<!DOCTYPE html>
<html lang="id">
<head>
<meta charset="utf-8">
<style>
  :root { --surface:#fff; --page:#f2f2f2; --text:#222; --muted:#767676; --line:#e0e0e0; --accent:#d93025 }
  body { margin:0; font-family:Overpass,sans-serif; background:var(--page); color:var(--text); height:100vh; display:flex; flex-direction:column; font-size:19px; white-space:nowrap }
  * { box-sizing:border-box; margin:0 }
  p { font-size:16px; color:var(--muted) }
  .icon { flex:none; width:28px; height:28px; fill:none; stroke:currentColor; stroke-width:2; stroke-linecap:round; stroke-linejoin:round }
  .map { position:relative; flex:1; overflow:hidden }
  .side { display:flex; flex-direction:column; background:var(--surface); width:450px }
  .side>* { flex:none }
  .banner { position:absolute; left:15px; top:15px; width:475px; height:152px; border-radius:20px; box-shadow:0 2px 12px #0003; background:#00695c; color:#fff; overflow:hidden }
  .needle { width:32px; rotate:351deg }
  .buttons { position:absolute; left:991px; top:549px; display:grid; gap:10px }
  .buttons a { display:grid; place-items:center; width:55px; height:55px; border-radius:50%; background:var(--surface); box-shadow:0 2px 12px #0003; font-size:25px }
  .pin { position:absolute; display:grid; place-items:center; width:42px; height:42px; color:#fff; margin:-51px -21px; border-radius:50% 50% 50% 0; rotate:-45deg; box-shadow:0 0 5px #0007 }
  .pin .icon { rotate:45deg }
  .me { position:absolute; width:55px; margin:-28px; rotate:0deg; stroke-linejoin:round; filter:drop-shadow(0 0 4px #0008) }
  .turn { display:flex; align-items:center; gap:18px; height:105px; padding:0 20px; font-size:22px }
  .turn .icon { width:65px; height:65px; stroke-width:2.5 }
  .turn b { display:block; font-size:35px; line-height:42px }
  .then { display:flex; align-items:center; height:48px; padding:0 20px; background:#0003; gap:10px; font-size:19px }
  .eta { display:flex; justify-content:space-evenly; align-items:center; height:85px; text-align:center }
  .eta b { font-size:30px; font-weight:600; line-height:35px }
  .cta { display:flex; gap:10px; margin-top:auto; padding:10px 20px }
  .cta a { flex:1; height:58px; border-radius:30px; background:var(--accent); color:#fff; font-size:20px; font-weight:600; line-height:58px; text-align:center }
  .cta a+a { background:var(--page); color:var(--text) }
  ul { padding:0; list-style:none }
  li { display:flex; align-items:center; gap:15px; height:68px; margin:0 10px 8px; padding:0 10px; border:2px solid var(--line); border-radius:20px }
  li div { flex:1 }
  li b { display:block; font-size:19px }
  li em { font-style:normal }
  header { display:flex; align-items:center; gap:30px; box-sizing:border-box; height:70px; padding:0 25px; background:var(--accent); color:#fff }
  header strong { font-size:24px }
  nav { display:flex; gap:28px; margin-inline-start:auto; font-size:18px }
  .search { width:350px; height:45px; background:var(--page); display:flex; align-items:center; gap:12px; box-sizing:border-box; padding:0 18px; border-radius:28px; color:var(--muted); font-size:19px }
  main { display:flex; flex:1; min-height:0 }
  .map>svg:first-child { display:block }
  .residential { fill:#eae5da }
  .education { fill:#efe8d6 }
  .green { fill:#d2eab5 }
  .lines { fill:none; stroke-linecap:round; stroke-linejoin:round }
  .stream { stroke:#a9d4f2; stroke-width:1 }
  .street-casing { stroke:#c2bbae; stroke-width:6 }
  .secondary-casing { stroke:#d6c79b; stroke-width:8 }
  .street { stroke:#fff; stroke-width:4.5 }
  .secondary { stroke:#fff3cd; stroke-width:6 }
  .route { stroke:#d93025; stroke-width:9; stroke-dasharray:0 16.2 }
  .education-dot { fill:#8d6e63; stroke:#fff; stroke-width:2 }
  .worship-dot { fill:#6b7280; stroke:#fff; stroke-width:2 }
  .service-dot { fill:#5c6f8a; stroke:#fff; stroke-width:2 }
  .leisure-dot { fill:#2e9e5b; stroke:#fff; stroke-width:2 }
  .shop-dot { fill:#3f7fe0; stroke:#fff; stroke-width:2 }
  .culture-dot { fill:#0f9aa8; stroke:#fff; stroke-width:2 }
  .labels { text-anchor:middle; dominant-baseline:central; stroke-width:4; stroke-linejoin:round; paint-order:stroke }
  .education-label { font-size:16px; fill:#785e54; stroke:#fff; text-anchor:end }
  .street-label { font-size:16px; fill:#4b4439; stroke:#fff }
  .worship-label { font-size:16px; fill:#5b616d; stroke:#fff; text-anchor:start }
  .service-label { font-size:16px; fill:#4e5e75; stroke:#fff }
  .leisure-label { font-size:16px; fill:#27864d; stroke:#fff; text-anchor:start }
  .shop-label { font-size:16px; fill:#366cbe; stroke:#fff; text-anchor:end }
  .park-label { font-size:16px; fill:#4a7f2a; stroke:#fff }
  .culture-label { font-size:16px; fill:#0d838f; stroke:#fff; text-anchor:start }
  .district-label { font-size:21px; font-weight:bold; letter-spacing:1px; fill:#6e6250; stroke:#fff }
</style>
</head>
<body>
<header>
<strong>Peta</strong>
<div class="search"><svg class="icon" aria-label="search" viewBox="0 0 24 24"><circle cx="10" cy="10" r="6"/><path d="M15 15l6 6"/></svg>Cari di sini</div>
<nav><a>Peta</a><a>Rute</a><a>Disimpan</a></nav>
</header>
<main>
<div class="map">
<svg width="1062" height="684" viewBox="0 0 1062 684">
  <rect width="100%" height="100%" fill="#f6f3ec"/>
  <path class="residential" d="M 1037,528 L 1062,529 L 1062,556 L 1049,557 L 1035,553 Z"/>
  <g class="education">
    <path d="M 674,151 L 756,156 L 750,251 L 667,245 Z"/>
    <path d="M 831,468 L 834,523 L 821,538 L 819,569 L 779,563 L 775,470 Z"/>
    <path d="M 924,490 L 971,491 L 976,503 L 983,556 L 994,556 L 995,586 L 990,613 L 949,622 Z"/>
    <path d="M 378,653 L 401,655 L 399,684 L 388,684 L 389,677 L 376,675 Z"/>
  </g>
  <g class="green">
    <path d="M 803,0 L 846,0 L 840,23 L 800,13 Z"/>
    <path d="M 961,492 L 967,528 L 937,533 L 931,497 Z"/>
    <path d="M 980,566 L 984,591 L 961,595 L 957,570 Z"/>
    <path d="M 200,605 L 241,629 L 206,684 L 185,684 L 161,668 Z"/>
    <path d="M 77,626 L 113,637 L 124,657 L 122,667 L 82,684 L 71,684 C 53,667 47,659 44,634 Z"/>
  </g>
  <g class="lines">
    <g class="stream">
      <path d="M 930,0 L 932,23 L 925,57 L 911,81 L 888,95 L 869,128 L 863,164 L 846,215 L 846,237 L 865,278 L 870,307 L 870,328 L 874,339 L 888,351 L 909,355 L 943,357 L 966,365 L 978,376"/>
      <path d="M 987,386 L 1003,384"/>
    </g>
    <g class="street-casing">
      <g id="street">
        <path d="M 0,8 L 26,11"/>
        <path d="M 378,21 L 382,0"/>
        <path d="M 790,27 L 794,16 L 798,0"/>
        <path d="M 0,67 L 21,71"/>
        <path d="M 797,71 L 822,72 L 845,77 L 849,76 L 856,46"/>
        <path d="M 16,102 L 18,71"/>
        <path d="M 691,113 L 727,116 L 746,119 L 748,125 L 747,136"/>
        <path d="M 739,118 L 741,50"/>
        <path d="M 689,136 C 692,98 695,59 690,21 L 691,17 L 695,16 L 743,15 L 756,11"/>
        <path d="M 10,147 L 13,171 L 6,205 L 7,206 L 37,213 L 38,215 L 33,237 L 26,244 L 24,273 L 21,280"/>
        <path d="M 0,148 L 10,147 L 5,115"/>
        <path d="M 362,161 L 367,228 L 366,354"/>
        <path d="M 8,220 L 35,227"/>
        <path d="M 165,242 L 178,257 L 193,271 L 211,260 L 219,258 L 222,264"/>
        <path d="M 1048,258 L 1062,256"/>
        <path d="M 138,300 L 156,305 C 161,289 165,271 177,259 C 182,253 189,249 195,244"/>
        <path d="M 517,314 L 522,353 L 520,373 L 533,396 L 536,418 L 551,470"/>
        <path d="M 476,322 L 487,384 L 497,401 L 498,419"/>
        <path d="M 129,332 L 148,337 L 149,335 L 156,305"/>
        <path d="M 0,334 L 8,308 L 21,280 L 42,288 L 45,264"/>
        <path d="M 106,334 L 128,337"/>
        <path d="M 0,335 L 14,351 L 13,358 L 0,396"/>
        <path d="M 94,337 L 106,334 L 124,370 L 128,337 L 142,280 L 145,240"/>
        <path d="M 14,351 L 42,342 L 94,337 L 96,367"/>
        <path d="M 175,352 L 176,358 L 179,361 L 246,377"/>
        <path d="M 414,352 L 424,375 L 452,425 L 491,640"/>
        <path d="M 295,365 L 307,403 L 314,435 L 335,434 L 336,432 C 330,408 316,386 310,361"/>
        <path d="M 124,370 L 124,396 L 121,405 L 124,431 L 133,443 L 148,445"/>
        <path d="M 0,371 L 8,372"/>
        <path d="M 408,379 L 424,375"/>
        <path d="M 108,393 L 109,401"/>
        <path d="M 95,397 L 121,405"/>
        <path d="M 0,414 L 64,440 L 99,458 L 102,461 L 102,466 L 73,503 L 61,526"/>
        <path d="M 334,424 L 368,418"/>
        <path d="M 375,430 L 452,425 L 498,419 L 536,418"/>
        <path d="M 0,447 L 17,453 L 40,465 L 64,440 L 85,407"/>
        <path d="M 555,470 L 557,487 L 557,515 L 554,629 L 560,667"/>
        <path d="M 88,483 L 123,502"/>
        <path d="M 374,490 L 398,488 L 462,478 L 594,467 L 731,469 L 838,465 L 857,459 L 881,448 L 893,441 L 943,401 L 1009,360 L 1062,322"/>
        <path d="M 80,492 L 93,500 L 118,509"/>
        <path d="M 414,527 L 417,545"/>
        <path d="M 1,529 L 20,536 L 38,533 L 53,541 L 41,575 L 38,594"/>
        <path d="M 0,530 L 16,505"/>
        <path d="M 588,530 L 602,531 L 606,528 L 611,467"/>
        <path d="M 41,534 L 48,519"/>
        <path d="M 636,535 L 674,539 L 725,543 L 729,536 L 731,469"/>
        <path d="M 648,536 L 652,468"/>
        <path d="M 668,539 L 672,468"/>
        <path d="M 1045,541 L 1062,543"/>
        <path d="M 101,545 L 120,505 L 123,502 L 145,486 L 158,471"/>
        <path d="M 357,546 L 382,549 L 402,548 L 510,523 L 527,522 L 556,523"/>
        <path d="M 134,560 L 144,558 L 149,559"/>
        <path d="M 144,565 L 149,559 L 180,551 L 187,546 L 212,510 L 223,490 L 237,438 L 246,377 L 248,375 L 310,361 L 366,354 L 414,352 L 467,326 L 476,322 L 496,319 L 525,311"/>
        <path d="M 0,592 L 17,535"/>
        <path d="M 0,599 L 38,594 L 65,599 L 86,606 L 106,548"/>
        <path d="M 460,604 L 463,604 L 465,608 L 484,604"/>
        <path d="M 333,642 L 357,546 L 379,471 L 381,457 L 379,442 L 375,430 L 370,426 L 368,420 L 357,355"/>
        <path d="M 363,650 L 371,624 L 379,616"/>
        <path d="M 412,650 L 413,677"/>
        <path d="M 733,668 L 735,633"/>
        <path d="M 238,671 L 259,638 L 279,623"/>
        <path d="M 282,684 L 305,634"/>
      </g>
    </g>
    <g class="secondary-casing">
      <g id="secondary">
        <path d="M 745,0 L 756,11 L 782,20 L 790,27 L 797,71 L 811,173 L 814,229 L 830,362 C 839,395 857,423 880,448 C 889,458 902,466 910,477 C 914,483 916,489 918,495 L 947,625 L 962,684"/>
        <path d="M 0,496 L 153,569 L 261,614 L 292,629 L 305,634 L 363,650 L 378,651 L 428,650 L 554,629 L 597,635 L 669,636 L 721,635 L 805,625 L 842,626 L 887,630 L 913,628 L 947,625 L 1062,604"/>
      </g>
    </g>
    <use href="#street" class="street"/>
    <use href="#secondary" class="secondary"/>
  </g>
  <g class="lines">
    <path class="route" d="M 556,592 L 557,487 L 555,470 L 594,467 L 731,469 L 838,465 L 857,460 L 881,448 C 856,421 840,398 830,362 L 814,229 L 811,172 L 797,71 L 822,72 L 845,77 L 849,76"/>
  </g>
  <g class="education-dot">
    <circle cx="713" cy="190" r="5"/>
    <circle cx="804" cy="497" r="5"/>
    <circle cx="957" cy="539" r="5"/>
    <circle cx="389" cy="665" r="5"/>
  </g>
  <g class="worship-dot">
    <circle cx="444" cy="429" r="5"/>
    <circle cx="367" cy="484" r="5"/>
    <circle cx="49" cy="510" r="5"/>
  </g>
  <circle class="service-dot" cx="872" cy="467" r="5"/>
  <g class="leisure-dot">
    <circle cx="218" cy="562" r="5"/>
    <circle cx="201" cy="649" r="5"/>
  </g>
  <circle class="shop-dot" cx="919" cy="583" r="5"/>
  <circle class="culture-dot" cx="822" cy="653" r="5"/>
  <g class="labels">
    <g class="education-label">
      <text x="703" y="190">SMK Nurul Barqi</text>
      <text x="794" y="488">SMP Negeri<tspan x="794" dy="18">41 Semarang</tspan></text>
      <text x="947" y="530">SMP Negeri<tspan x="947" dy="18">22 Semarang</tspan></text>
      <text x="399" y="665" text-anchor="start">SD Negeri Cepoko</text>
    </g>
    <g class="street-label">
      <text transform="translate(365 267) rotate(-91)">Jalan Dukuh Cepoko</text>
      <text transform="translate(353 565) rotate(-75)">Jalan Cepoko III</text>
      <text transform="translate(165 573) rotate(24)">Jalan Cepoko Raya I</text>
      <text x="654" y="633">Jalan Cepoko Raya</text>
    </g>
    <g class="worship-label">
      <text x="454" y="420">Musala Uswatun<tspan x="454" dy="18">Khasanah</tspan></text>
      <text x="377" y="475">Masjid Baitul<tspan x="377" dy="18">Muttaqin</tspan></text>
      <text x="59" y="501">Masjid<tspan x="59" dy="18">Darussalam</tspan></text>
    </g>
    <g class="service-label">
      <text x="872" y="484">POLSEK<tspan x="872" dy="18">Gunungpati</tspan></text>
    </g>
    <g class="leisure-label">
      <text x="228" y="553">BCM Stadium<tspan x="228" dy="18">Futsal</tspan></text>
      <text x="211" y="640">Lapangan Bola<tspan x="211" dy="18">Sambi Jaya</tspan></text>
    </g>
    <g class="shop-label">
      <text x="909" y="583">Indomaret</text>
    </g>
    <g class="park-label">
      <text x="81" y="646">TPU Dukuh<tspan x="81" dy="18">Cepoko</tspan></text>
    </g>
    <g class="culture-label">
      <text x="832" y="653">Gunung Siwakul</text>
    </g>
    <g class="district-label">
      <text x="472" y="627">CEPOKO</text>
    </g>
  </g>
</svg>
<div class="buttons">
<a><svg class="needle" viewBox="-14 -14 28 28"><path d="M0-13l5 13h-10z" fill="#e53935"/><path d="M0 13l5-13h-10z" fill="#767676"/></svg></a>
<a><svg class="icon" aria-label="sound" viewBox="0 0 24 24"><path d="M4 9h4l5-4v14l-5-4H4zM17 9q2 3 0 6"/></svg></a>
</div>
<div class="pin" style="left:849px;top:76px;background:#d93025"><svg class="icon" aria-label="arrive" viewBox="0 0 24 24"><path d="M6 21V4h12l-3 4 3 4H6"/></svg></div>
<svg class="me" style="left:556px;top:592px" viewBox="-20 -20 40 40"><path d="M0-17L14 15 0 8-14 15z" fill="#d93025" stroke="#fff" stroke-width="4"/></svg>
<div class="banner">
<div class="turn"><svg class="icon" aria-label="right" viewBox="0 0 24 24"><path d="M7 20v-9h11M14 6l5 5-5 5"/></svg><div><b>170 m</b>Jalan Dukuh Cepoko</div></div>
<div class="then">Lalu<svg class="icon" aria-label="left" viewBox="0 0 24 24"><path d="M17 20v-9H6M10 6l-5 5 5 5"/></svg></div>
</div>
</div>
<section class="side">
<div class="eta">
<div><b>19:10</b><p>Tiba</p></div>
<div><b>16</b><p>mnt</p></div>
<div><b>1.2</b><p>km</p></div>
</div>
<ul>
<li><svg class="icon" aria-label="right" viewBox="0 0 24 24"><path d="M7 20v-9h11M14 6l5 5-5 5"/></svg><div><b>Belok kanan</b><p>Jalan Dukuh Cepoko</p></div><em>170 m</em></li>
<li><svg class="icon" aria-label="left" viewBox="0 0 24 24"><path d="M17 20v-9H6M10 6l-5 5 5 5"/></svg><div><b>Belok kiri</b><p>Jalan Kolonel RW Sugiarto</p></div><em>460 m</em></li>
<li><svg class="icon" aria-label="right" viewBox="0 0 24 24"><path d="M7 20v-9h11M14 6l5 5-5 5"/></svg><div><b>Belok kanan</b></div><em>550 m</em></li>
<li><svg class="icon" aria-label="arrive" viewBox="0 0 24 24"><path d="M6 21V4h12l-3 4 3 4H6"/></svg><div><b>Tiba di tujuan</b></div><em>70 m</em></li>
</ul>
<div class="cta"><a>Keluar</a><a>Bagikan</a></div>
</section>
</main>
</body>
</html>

┄┄┄┄┄┄┄┄┄┄┄┄┄┄┄┄┄┄┄┄

▸ About this exercise
Reproduce the listing above exactly as far as the line with "background:var(--page); color:var(--text); height:100vh;", that line included.

▸ Result of this task
<!DOCTYPE html>
<html lang="id">
<head>
<meta charset="utf-8">
<style>
  :root { --surface:#fff; --page:#f2f2f2; --text:#222; --muted:#767676; --line:#e0e0e0; --accent:#d93025 }
  body { margin:0; font-family:Overpass,sans-serif; background:var(--page); color:var(--text); height:100vh; display:flex; flex-direction:column; font-size:19px; white-space:nowrap }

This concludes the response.